Look at the remaining data on each row of the MIME map. The MIME
mechanism associates filename extensions with data types/subtypes.
The right side of each row contains a filename extension to be
associated with the MIME data type/subtype on the left side of
the row. For example, the entry for image/gif uses the
filename extension gif, and the entries for application/postscript
use several filename extensions: ai, ps, and
eps.
To put this another way, the MIME map helps Web browsers tie filename
extensions to specific computer programs. Your Web server knows,
from the MIME map, that a .doc file is a data file for
Microsoft Word, a .ps file is a PostScript document,
and an .mpeg file is an MPEG (Motion Picture Experts
Group) video movie. This is an important piece of information
for your Intranet because now your Web server can tell your clients
(that is, Explorer, Netscape, Mosaic, or another Web browser)
what sort of data is coming when your customers click a hyperlink.
Just as Web servers know about MIME
types and include the information in every piece of data they
send to Web browsers, the Web browsers understand MIME as well.
Web Servers Say What They're Sending
Web servers always precede anything they send
in response to a client request (for example, when you click a
hyperlink) with some preliminary header information. From the
discussion about MIME headers in the e-mail context, you can probably
guess that these headers contain MIME data type/subtype information.
Specifically, when a Web server responds to a request from a Web
browser for a document or other piece of data, the server announces
to the browser in one or more headers the type of data it is sending,
using the associations in the MIME map in the Registry. Thus,
when you click a hyperlink pointing to a video file (volcano.mpeg,
for example), the first bit of information sent back to your browser
about the link is its MIME type/subtype, video/mpeg.
Your browser, then, knows what sort of data is coming even before
it arrives.
Web Browsers Understand MIME Types, Too
Your Web browser understands MIME and
its data types/subtypes. Your browser reads the incoming MIME
type header information from the Web server and decides what to
do with the incoming data based on its type. For example, your
Web browser knows what to do with data of the MIME type text/html
(regular Web pages in HTML) or image/gif (a .gif image).

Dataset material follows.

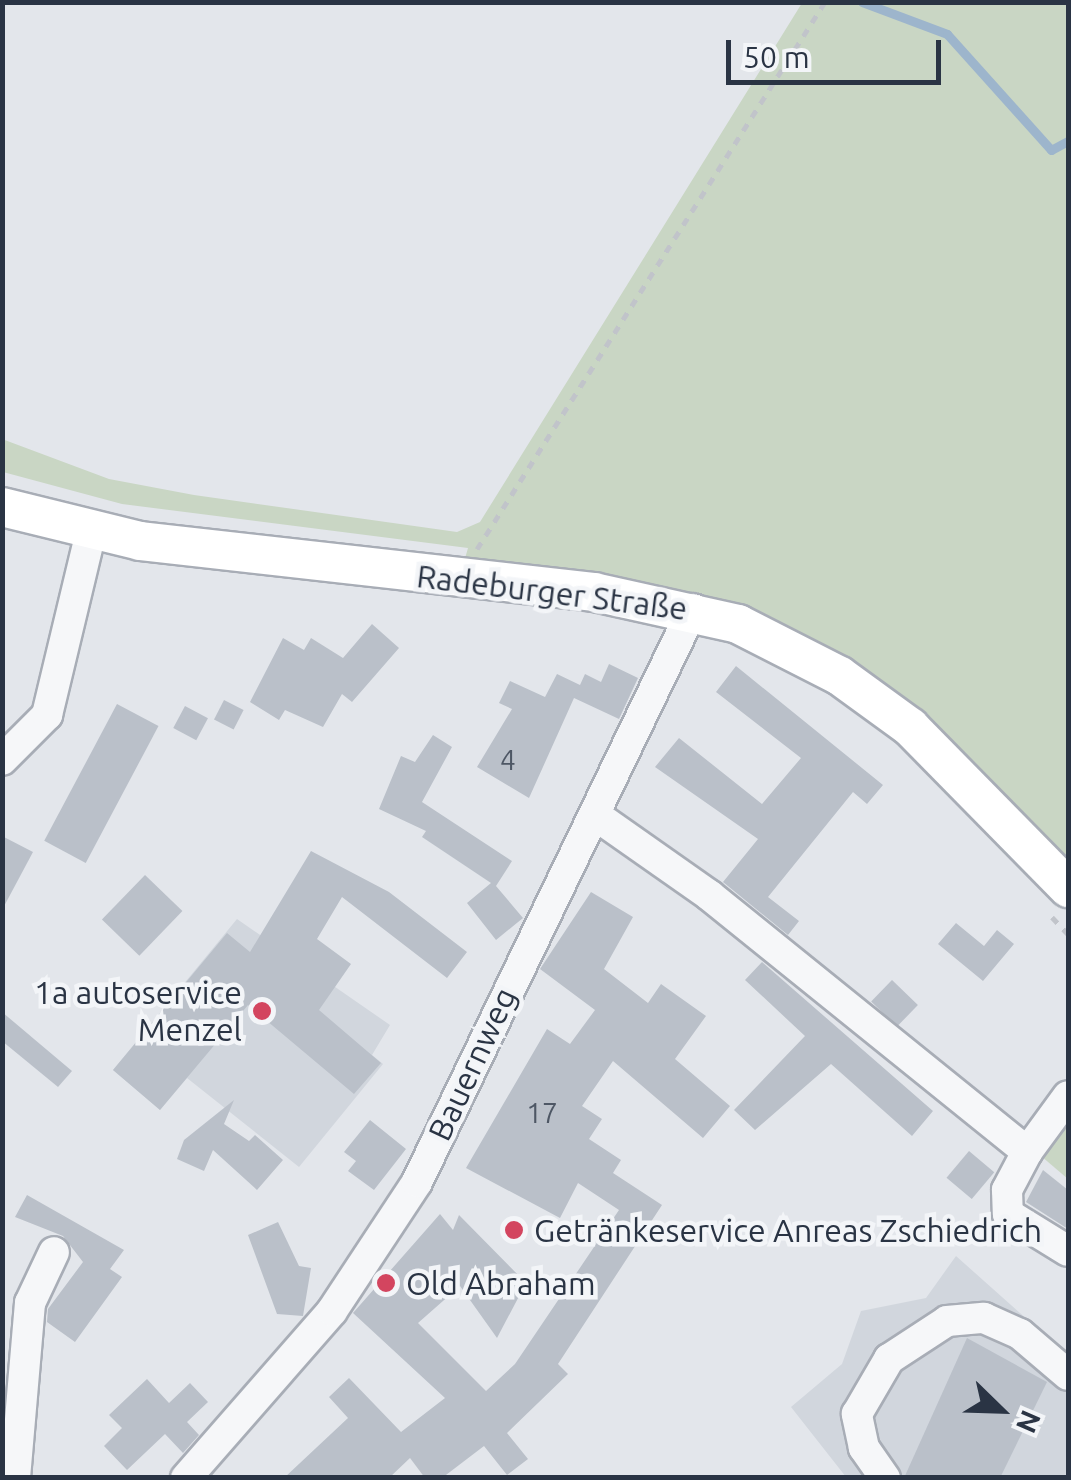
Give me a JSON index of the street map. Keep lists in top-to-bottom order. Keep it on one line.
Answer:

It has a built-in ability to properly handle these and other common
types of data. That's how you're able to read most documents you
find on the Web and see most images as well.
As noted at the beginning of this chapter,
Web browsers can't possibly handle all kinds of data. You already
know about common helper applications. What you might not know
is that the MIME information is intimately involved with these
helper applications. Web browsers use the MIME type header information
they get from Web servers, using the very same set of data type/subtype
and filename extension, to pass off the data to helper applications.
This process enables you to play Web movies or sound files. And
this process is how, as you'll learn in later chapters, you can
use MIME information to create your own associations between data
and your own helper applications for your Intranet.
A MIME Conversation
|
The following imaginary dialog between a Web browser and Web server, written in plain English instead of in the Hypertext Transfer Protocol (HTTP) using MIME headers, illustrates what happens when a user clicks an object that the browser can't show:
User (to the browser): Click, show me this object.
Browser (to the server): Send me the data this link points to.
Server: OK, but first you should know that it is of this MIME data type/subtype. Here it comes.
Browser (to itself): Ohhhh, it's that kind of MIME data type/subtype. Let's see, that means I can't display it myself, so I have to send it to a helper application that understands that data type. Let me look at my list. Which one handles this MIME data type/subtype? (Note that browsers are getting more and more sophisticated at handling multiple file types internally without having to pass the data to an external helper application.)
Browser (to the selected helper application): Here, deal with this data.
|
This section outlines the process of
setting up a Web server and browsers to use helper applications.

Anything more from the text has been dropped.